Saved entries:
╭──

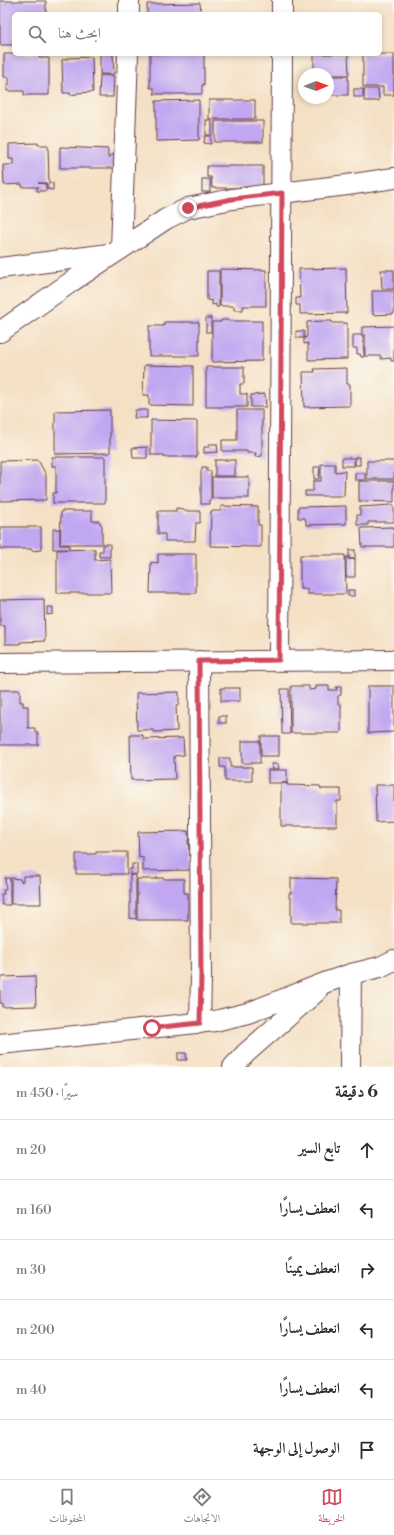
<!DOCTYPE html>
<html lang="ar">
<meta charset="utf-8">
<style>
:root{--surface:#fff;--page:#f7f7f7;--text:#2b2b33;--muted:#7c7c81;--line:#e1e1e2;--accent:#d1495b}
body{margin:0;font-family:"Libre Bodoni",Amiri,serif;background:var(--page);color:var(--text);direction:rtl}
.compass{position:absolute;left:298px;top:68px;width:36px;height:36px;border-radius:50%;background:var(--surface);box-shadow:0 2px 6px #0003;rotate:89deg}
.stop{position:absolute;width:12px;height:12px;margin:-9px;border:3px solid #d1495b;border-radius:50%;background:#fff}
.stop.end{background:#d1495b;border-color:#fff;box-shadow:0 1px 4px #0008}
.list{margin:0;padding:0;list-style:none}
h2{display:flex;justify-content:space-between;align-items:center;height:52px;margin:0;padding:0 16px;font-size:17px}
h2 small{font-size:13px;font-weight:400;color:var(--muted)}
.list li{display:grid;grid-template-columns:26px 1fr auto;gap:12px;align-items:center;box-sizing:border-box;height:60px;padding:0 16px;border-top:1px solid var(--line)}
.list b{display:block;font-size:15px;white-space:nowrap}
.list em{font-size:13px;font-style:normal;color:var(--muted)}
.icon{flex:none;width:22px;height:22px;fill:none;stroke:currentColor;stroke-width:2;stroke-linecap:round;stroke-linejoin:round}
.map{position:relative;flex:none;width:394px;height:1067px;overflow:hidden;direction:ltr}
.search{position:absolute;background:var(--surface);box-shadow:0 2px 6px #0003;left:12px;right:12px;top:12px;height:44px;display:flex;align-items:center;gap:10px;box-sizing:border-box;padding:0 14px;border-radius:6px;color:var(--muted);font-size:15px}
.sheet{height:412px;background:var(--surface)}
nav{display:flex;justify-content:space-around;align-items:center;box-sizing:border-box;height:56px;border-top:1px solid var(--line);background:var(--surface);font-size:11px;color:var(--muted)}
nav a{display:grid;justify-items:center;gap:2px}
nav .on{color:var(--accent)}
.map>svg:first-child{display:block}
.building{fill:#c1a7f1}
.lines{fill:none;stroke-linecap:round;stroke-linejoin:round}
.minor-casing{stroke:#643c42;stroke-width:22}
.minor{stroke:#fff;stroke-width:20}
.route{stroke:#d1495b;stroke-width:5}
</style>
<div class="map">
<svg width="394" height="1067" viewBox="0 0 394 1067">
<rect width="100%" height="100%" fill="#fbf7ec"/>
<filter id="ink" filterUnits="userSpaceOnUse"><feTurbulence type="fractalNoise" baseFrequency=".025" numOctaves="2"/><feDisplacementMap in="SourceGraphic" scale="8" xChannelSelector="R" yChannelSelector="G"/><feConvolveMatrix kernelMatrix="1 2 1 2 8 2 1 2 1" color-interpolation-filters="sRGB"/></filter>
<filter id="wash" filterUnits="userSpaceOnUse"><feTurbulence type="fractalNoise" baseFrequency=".012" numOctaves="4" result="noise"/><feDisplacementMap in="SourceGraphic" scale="16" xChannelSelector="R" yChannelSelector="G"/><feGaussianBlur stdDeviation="0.9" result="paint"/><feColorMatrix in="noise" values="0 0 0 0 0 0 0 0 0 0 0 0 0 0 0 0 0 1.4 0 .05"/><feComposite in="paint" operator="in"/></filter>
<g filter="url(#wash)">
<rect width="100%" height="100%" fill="#f4e0c4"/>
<g id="blocks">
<!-- building -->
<g class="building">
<path d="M0,1h46v13h-32v31h-14z"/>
<path d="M200,3l1,11h-54v-10z"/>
<path d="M4,54h35v4h10v37h-25v-4h-17v-6h2v-8h-5z"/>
<path d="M100,54h13l1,20h-14z"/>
<path d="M150,54h54v31h-2v9h-48v-6h-4z"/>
<path d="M314,54h34l1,21h-21v-1h-5v-2l-9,1z"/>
<path d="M363,54h31v41h-11v-8h-20z"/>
<path d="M92,57l1,35 -16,1v1l-7,1v-2h-7l-1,-33 5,-1v-1z"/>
<path d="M100,75l14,1 -1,21h-14z"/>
<rect x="328" y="76" width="20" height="19"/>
<rect x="354" y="89" width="9" height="8"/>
<path d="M364,89h14l1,12h-15z"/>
<path d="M199,100v40l-43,1v-40z"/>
<rect x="209" y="100" width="46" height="19"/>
<rect x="206" y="120" width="6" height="15"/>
<rect x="215" y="121" width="48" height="21"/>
<path d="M205,136h6v8l-7,-1z"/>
<path d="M38,143v2h10l1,38h4v7l-6,-1v-6h-9l8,1v7h-9v-3l2,-1h-17v-3l-18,1 -1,-20h10v-6h-4v-15z"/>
<path d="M60,147l48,2v9h2v-3h6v13h-56z"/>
<path d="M207,166h56v22h-51l-1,-11h-4z"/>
<rect x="202" y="179" width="8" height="13"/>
<path d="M346,268l1,45 -47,1v-9h-4v-7h4l-1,-29z"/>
<path d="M220,269l46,1v36h-23v4h-9v-4h-14z"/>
<path d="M381,270h13v19h-12z"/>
<path d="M207,271h12v36h-3v-3l-4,1v-4l-5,-1z"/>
<path d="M372,291h22v23l-21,1z"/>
<rect x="206" y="318" width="5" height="14"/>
<path d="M221,320h8v1h33v40l-50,1v-40h9z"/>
<path d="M323,321h9v2h15v36l-39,1v-17l-4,1v-6l3,-1v-15z"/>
<path d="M164,322h35v34h-50v-30h15z"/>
<path d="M394,326v35h-3v-3l-10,1v-3h-16v-21h-3v-8z"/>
<path d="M296,331h8v7h-7z"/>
<path d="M353,335h8v1h2l1,21h-3l-1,-3h-3v-6h-4z"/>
<path d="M144,365l49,1v40l-44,-1v-10h-6z"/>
<path d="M206,367h38v17h-4v10h7v13h-41z"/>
<path d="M347,368v16h3v22l-46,1 -1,-35h12l-1,-3z"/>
<path d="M265,394l1,13h-15v-12z"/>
<path d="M110,410v43l-55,1v-43z"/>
<path d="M135,410h12v8h-13z"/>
<path d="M237,410h25v46l-7,1 1,-4h-9v-2h-25v-11h15z"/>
<path d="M151,420l46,1v36h-34v-2h-12z"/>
<path d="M209,444h8l1,8 -14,1v-6h5z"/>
<path d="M147,447v11h-14l-1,-10z"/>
<path d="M52,457h53v46h-52v-10h3v-27h-4z"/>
<rect x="355" y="457" width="5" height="8"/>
<rect x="342" y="458" width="12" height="8"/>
<path d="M38,460l8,15v25l-46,1v-40z"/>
<rect x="215" y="460" width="20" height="16"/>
<rect x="367" y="461" width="27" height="18"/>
<path d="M321,464h14v8l10,-1 -1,25h-39v-5h8v-10h8z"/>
<path d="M202,467h5v4h4v29h-2v4h-8v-34h1z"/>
<path d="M314,467h6l-1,12h-5z"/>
<rect x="355" y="473" width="10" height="7"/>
<rect x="212" y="477" width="37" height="21"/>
<path d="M359,481h35v21l-35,-1z"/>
<path d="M391,505h3v17h-26v3h-11v-10h3v-8z"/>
<path d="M221,506l37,1v18h3v22l-51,-1 1,-35h10z"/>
<path d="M346,506v18l-40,1v-5h-1v-2h-7v-11z"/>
<path d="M176,508l8,1v2h16v12h-4l-1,18h-30v-7h-7v-23h18z"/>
<path d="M61,511h31v10h7l3,5v18h-42z"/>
<path d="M0,527h41v23l-9,1v-2h-32z"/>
<path d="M394,527v20h-32l-1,-19z"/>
<path d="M53,529h7v16h9v4h-16z"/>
<path d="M103,544h7v13h-11v-6h4z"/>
<path d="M95,549v11l15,-1 1,34h-54v-43z"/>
<rect x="349" y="550" width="6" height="9"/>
<path d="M158,554h38v39h-46l1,-31 7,1z"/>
<path d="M300,555h45l1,39h-39v-5h-7z"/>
<path d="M346,557h2v2h7v18h-9z"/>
<rect x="348" y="590" width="6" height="6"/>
<path d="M44,599l1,42 -25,1v2h-15v-18h-5v-26z"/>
<path d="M47,607h6v7l-6,1z"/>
<path d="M291,686h18v4l7,-1v-3h13v4h8l-1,-3h5v8l-3,1v9l3,-1v29h-50z"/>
<path d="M368,686h26v46l-26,1z"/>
<rect x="221" y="688" width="19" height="13"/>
<path d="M281,689h8l1,45h-8z"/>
<path d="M0,690h20v12h3v4h5v22h7v4h3v13h-38z"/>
<path d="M179,692v13h-3l1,26 -24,1v-2h-16l-1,-37z"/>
<rect x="219" y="716" width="7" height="7"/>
<path d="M130,735h13v4l40,-1 1,17 -10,1 1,23 -44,1z"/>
<rect x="261" y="736" width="18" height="20"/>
<rect x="242" y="741" width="18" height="22"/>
<path d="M220,758h10v9h22v14h-27v-14h-5z"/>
<path d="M272,764h6l1,5h-7z"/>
<rect x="268" y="770" width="19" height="13"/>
<path d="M281,783h6v2l33,1 1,3h20v12h-4v25h-56z"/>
<path d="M375,785h19v36l-18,1z"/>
<path d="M188,831v4l3,-1v6h-3l1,10h2v20l-48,1v-14l-4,1 -1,-26z"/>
<path d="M96,852h31v22h-51v-20h20z"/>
<path d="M132,864h5v10l-7,1v-6h2z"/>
<path d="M130,875h6v44l-6,-1z"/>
<path d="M23,876h17l1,28h-30v-26l9,1 1,3 2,-1z"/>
<path d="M5,878h5v27h-8l-1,-11h3l-1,-4h3z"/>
<path d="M156,878h8v1h20v14h4v27h-51v-41h19z"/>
<path d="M291,878l45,1 -1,31h4v13h-48v-25h-2v-5h2z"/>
<path d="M35,976l1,30 -34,1v-4h-2v-26z"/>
<path d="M178,1053h8l1,7h-9z"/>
</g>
</g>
</g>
<g filter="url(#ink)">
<use href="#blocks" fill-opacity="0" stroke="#643c42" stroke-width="1"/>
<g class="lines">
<!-- minor casing -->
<g class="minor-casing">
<g id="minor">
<path d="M129,14v-14"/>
<path d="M282,14v-14"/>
<path d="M121,249l7,-195"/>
<path d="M0,268l109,-14"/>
<path d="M0,332l71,-50 95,-63 22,-11 44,-9 115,-14 47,-7"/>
<path d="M279,660l3,-606"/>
<path d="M199,661l2,316 -1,46"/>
<path d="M0,663l394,-3"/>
<path d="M0,1044l215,-23 33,-8 79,-31 24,-8 29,-7 14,-7"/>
<path d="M233,1067l13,-14 71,-62"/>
<path d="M350,1067l1,-93"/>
</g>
</g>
<!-- minor -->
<use href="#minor" class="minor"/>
</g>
</g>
<g class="lines" filter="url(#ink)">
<!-- route -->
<path class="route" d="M152,1028l48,-5 1,-46 -2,-316 80,-1 3,-467 -50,6 -44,9"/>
</g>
</svg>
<svg class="compass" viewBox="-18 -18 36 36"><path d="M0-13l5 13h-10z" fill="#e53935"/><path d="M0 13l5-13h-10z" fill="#7c7c81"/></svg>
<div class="stop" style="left:152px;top:1028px"></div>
<div class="stop end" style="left:188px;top:208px"></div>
<div class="search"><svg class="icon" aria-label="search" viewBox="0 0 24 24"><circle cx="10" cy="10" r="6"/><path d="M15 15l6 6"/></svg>ابحث هنا</div>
</div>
<section class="sheet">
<h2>6 دقيقة<small>سيرًا · 450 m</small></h2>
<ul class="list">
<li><svg class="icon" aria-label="ahead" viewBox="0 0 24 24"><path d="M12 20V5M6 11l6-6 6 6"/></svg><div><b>تابع السير</b></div><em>20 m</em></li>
<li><svg class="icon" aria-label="left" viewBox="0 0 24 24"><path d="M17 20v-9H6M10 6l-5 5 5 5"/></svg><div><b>انعطف يسارًا</b></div><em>160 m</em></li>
<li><svg class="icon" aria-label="right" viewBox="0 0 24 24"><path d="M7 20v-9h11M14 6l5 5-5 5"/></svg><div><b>انعطف يمينًا</b></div><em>30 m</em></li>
<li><svg class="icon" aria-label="left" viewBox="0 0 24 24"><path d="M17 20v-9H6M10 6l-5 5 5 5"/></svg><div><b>انعطف يسارًا</b></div><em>200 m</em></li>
<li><svg class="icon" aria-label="left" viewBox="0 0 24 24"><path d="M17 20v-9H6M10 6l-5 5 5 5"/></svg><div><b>انعطف يسارًا</b></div><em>40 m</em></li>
<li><svg class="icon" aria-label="arrive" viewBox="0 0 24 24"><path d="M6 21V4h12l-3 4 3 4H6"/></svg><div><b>الوصول إلى الوجهة</b></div></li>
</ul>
</section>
<nav>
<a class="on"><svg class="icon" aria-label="map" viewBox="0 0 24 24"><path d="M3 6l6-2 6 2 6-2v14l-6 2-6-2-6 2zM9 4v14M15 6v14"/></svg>الخريطة</a>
<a><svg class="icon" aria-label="directions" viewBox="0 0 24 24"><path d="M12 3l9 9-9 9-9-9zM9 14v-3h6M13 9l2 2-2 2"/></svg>الاتجاهات</a>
<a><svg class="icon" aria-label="saved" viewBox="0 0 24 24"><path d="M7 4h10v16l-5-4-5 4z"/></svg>المحفوظات</a>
</nav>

╰──

TASK DESCRIPTION: In the data above, which lines include "list"? Return those lines.

SOLUTION TO THIS PROBLEM:
.list{margin:0;padding:0;list-style:none}
.list li{display:grid;grid-template-columns:26px 1fr auto;gap:12px;align-items:center;box-sizing:border-box;height:60px;padding:0 16px;border-top:1px solid var(--line)}
.list b{display:block;font-size:15px;white-space:nowrap}
.list em{font-size:13px;font-style:normal;color:var(--muted)}
<ul class="list">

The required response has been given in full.